Unfortunately one evening, without explanation, she choked again. I prayed and prayed, and massaged her neck as I beseeched the Lord in whispered prayer. Let me tell you, this horse knows Jesus' Name. Because of time and money, I didn't want to have to call the vet again. God answered! I was able to massage the blockage down. She was calm through it all.
Then a few days later, it happened again. I had to call the vet this time. He was on his way, but he was an hour out. So I continued with my routine that had worked before - massage and prayer. I was once again successful, and I am convinced this horse loves to hear the Name of Jesus. ;-)

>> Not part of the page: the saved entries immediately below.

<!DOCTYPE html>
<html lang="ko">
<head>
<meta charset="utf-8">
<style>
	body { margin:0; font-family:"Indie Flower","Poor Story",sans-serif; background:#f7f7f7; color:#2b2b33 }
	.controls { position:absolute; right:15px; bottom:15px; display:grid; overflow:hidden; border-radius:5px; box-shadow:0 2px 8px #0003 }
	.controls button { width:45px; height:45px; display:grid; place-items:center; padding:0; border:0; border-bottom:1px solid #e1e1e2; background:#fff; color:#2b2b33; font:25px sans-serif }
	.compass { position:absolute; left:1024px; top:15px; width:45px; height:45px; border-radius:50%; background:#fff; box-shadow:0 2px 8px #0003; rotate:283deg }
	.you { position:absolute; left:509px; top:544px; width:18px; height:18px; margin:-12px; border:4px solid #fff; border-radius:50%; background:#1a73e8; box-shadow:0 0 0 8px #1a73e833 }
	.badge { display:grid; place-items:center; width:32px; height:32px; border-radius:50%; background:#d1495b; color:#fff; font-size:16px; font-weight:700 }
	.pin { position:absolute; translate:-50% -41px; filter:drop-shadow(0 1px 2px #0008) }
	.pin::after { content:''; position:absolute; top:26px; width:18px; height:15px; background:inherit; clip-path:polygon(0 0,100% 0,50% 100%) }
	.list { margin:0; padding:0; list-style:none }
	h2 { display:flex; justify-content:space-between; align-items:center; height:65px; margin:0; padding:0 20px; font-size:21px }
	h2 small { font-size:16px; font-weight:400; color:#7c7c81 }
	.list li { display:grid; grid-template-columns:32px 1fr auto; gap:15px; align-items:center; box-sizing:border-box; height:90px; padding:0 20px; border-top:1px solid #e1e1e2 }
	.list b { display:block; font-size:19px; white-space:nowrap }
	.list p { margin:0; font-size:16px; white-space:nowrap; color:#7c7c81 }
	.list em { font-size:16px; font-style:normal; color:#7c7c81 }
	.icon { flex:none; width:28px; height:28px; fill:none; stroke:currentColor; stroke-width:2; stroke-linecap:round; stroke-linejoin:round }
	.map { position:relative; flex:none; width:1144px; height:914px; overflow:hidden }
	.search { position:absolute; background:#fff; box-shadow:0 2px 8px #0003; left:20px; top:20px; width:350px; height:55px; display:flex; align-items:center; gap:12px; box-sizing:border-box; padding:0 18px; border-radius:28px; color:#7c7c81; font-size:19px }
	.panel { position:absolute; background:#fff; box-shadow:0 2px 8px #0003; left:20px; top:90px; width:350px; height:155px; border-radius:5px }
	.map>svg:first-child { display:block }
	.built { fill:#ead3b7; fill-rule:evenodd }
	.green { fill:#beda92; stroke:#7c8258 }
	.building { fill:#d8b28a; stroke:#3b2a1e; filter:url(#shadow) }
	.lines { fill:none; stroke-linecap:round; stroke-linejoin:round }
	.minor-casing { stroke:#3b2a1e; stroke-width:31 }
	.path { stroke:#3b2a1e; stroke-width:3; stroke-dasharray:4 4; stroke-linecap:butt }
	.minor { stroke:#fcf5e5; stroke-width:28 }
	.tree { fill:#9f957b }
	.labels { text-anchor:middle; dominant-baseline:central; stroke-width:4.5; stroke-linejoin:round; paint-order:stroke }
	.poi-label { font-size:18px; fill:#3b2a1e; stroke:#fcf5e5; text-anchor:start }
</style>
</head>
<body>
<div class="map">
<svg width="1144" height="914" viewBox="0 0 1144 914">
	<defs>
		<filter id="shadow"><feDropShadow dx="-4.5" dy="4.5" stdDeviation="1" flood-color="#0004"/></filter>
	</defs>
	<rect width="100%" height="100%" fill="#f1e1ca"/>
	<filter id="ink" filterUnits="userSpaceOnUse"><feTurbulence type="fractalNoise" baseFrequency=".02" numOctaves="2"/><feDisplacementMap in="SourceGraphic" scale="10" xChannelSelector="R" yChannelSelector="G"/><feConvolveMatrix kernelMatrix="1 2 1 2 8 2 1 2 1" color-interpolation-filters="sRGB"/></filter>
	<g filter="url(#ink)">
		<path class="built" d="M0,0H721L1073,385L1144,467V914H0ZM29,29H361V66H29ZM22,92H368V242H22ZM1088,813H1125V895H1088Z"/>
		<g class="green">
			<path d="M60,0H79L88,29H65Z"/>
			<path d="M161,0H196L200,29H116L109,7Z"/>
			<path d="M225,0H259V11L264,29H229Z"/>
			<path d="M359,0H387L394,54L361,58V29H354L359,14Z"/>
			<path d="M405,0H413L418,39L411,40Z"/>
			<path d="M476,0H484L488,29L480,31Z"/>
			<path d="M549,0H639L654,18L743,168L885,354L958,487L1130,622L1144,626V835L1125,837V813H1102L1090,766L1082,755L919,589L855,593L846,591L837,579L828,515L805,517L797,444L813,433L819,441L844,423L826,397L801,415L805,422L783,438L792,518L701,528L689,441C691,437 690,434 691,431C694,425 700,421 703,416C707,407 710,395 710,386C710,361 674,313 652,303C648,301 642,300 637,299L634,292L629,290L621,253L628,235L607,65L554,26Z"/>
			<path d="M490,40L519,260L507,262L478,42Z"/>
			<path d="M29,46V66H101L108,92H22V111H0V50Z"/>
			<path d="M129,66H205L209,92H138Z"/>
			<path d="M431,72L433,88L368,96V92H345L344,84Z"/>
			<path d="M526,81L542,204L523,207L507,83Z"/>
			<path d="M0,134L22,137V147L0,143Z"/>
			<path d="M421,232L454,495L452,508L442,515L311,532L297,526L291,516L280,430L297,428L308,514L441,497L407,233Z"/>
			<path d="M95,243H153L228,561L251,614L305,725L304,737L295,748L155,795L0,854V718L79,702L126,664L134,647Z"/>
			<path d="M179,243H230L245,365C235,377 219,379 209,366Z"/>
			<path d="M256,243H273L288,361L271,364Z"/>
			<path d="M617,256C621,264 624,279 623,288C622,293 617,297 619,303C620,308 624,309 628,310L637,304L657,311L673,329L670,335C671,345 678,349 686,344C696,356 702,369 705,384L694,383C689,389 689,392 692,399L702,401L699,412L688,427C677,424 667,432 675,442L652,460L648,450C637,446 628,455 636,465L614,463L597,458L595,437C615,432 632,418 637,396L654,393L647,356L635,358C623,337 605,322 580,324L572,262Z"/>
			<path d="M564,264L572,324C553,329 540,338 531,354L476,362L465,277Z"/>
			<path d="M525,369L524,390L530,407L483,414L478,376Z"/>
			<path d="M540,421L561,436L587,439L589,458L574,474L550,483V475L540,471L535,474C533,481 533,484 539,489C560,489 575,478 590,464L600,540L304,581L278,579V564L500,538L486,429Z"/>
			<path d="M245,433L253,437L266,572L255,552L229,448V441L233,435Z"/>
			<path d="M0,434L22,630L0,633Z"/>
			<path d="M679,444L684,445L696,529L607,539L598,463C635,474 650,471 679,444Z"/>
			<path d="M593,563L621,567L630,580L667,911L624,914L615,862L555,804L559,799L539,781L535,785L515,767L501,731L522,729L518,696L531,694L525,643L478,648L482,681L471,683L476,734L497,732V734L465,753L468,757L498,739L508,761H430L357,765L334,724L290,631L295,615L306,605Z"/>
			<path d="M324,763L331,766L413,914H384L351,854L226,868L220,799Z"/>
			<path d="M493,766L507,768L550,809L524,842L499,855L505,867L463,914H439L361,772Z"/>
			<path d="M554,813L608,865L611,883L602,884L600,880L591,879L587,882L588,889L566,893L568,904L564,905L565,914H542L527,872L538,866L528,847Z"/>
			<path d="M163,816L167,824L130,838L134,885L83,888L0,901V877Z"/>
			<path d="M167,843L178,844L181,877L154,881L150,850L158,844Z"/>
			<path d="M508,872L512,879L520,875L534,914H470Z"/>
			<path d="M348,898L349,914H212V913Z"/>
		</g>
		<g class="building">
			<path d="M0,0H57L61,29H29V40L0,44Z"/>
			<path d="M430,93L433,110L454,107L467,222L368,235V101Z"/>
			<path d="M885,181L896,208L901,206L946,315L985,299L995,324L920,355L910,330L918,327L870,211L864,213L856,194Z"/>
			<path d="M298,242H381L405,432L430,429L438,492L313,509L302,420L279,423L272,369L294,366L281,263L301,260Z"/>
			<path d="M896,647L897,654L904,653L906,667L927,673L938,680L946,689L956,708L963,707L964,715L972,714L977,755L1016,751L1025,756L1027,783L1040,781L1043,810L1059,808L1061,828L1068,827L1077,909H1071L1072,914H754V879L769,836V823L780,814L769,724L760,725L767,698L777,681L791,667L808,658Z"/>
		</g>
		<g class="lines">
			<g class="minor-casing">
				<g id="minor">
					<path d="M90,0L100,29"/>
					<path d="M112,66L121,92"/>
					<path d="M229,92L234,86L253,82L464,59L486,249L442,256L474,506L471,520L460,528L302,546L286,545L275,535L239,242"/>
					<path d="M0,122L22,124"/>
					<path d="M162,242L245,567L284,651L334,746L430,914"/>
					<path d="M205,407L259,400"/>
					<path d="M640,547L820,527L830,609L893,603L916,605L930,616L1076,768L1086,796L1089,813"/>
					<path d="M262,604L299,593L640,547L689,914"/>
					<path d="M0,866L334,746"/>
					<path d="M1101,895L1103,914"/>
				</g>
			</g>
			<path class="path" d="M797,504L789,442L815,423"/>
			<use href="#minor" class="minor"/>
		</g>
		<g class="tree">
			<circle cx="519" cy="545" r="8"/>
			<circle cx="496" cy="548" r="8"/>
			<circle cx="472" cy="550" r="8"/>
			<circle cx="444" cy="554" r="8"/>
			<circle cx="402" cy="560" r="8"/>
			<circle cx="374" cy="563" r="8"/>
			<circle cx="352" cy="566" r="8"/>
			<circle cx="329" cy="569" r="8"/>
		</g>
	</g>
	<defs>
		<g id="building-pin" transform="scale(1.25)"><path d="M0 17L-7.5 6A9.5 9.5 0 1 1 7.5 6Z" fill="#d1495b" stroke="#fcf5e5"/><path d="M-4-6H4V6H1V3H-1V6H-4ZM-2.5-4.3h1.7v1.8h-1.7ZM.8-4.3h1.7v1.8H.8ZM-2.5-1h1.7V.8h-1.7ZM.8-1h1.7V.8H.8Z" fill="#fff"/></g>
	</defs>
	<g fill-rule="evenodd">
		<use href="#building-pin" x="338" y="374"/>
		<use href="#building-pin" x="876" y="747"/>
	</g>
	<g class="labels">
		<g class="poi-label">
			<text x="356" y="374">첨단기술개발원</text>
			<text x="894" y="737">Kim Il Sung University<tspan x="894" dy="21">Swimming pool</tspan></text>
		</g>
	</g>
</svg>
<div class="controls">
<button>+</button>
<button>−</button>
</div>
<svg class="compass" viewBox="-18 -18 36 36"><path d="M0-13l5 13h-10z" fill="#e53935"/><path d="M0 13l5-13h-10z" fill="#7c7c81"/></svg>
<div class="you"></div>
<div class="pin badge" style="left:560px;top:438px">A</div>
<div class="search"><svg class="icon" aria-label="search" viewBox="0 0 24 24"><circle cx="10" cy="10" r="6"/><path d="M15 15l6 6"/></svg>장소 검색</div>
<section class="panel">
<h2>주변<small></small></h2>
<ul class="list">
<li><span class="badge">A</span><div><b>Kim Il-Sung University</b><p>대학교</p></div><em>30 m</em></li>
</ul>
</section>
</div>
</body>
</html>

The vet got here just as she was starting to eat again. He didn't have to do anything, because he knew when he saw her eating, she was no longer choking. He talked with us a bit, and gave us some advice. I am so happy with all the vets we have had from the clinic we use. I appreciate that my animals are in good hands and I love making sure they are well cared for.
But what I came to realize, is I have a decision to make. We will need to put a good deal more money into her, or we will need to put her down.

We have had at least one more incident of choke, since the last time the vet came. I am losing count, but I believe it has been one or two. I have been successful in massaging/praying the blockage down. I have now begun to leave her full time in the yard. She doesn't eat the entire time. She even gets tired of the green grass, seeming to prefer some dry hay once in a while. The dry grain that she loves to inhale is gone forever, I think. She instead has to eat it in a soggy mash. She has yet to finish a feeding of that. She just doesn't like it. Well truthfully, I guess she has finished one over night a few times. I have gone out in the mornings and found the mash entirely gone. And just today, as I went out to feed her, I convinced myself that she actually seems to be gaining some weight back.
So that is the saga of my Navajo Princess. I am pretty sure I can get her through the summer. We have sprayed the pasture, and will put a fence up today which will allow me to leave her there full time. With our cross-fencing, she should be able to eat green grass throughout the summer. And there is always the lawn, that will be available to her, if need be, though she has already destroyed a couple of my bushes and my dwarf cherry tree. That's ok, the Navajo will come first.

Regretfully, come fall, if not before, we will need to decide what to do. Sometimes there is just no other choice the vet had told me, as he explained the incident of an expensive colt, he had had to put down at one time due to a history of choke. Ahhh life. It is just never easy. But for now, I will let the saga continue and watch it all carefully, with apprehension, but moreover with love and prayer...in Jesus' Name.